A recent post at Lawyers, Guns & Money reminded me of a transcript I recently read, in which a plaintiff's lawyer was insisting upon calling the defense's medical examination of the plaintiff a "defense medical examination". This type of evaluation is authorized by MCR 2.311,
When the mental or physical condition (including the blood group) of a party, or of a person in the custody or under the legal control of a party, is in controversy, the court in which the action is pending may order the party to submit to a physical or mental or blood examination by a physician (or other appropriate professional) or to produce for examination the person in the party's custody or legal control.The defense attorney objected to the phrase, and repeatedly argued that it was properly called an "independent medical examination" because "That's what they call it in the court rules."
The defense attorney was wrong. The closest the court rules come to describing something as an "independent medical examination" is in the mental health rules, where an indigent person who is the subject of mental health proceedings can request that the court order an "independent clinical evaluation". MCR 5.733. The term "independent medical examination" or "IME" is frequently used to describe a medical examination paid for by the defense, and conducted by the defense's medical expert, but that phrase receives no special sanction in either the Michigan Court Rules or Michigan Rules of Evidence.

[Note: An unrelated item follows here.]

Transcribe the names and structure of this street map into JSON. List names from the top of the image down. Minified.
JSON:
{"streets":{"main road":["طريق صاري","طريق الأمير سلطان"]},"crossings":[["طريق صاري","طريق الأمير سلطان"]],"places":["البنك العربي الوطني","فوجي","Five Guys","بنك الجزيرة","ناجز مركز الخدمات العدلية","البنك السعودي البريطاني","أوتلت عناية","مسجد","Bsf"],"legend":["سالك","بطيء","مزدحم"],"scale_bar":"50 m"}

A plaintiff's lawyer who thinks about the issue would find the phrase objectionable, as the word "independent" suggests that the evaluation is somehow neutral. In fact, these examinations are often performed by doctors who earn hundreds of thousands of dollars per year performing these evaluations for defense insurance companies merely one or two days per week. There have been scandalous examples of "IME mills" which are set up to produce medical evaluations coming to whatever conclusion their insurance company clients demand. In practice, as you would expect, there is a spectrum of competence and honesty in the conduct of these medical examinations. Yet even if the examination is performed by a competent, honest and ethical defense expert, it is independent only in the sense that it is performed for reasons other than treatment by somebody who has no doctor-patient relationship with the plaintiff. It is more accurate to describe this type of examination as a "defense medical examination" than as "independent".

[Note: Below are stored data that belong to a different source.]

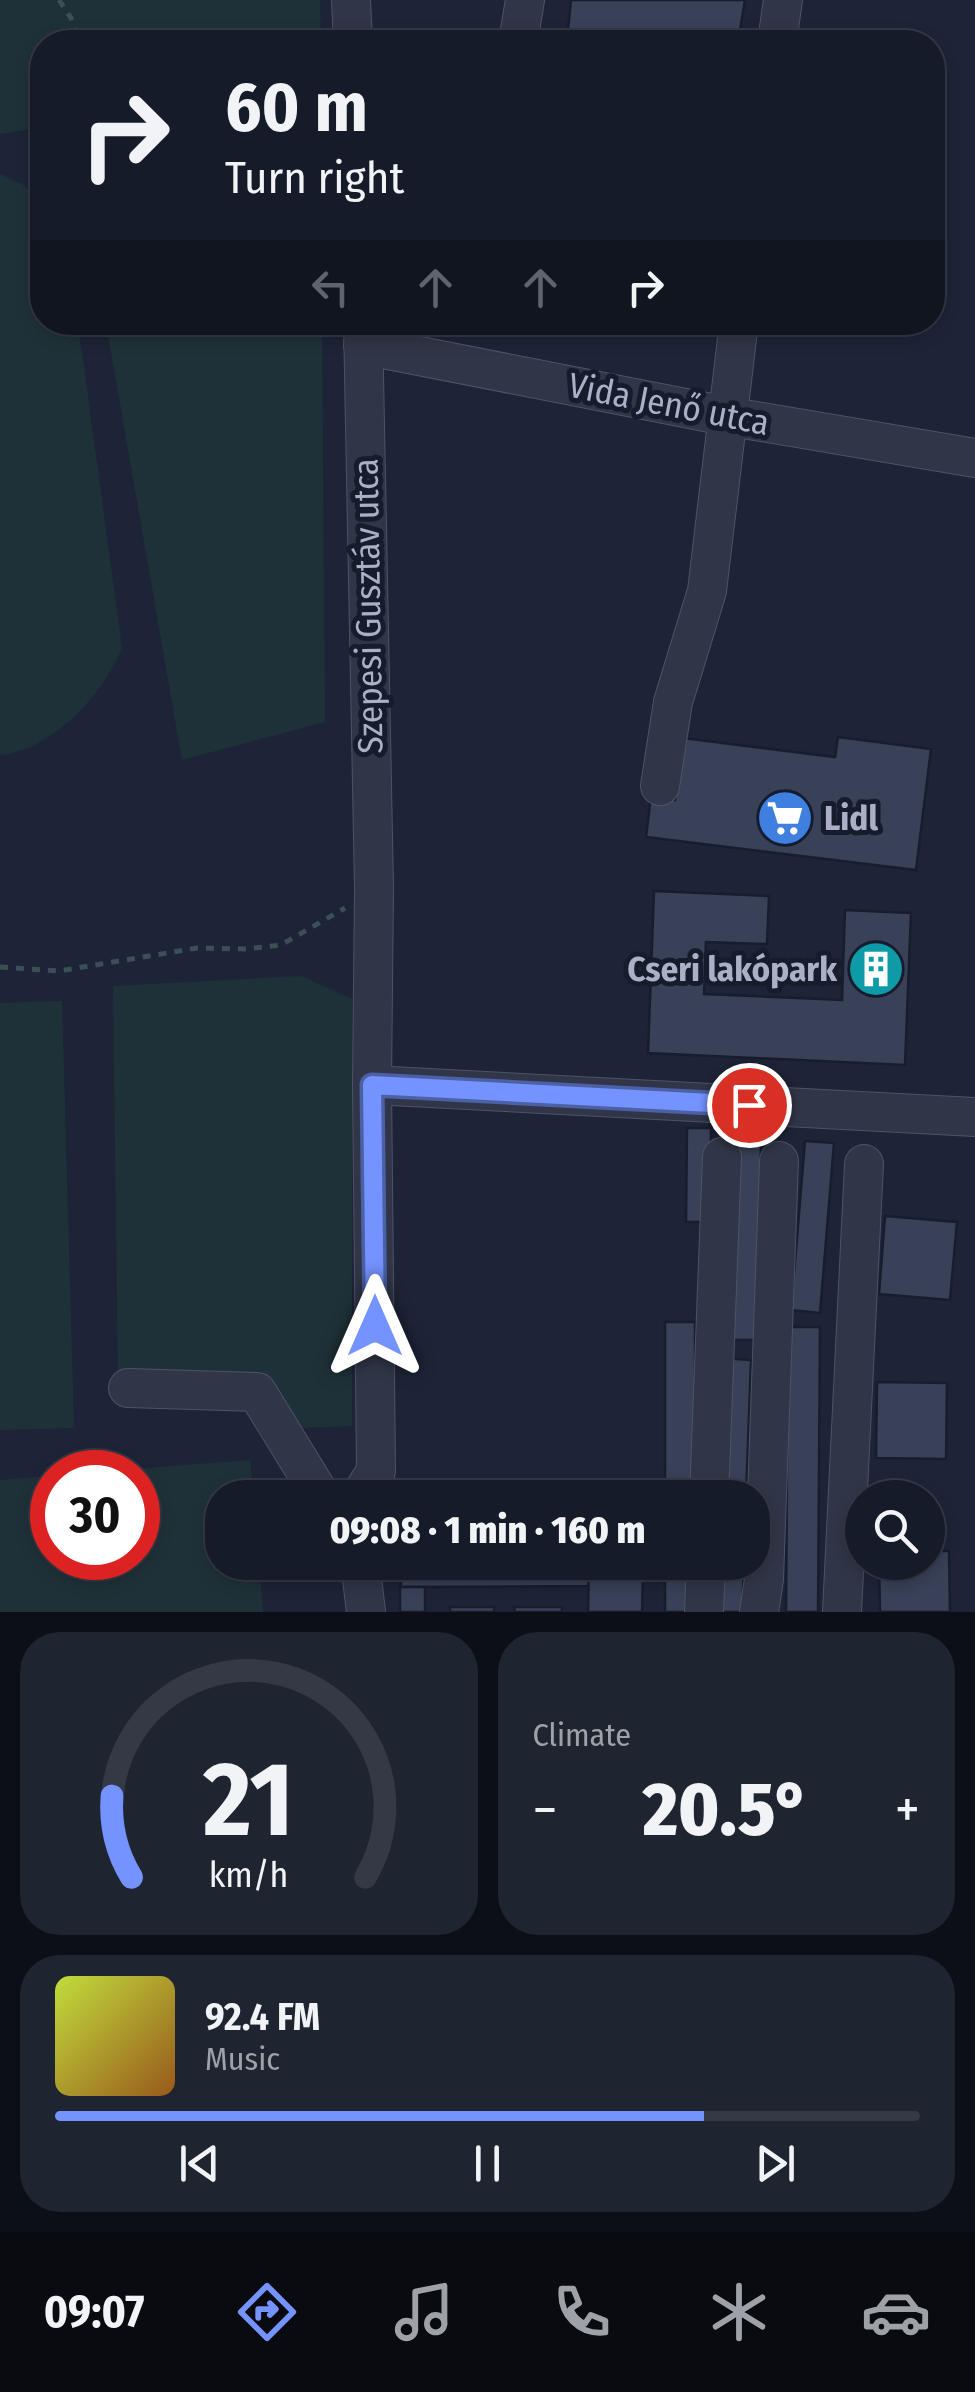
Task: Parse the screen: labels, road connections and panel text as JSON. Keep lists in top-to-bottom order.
{
  "streets": {
    "street": ["Vida Jenő utca", "Szepesi Gusztáv utca"]
  },
  "places": {
    "supermarket": ["Lidl"],
    "building": ["Cseri lakópark"]
  },
  "page": {
    "turn": ["60 m", "Turn right"],
    "limit": "30",
    "trip": "09:08 · 1 min · 160 m",
    "tile": "Climate",
    "heat": ["−", "20.5°", "+"],
    "song": ["92.4 FM", "Music"],
    "tabs": "09:07",
    "gauge": ["21", "km/h"]
  }
}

There are studies demonstrating that words do have an impact on perception. Describing how two cars "crashed" or "smashed" into each other gives a different impression of what occurred than stating that they "collided", and a first impression created by such language can affect a jury's perception of the accident and of the vehicles' speed at the time of collision. "The driver proceeded into the intersection in disregard of the traffic signal and came into contact with another vehicle" versus "The driver sped through a red light and crashed into another car." In a discussion of these issues, a defense lawyer dryly quipped that Michigan's standard police form for car accidents - the UD-10 "Traffic Crash Report" - must have been named by a plaintiff's lawyer. You can do what you want to refer to automobile collisions and contact between vehicles, but then the officer gets on the stand and suddenly it's a "traffic crash".
The LGM post described a judge's decision in Georgia, which at least in theory attempted to remove some of these semantic issues from a sexual assault trial.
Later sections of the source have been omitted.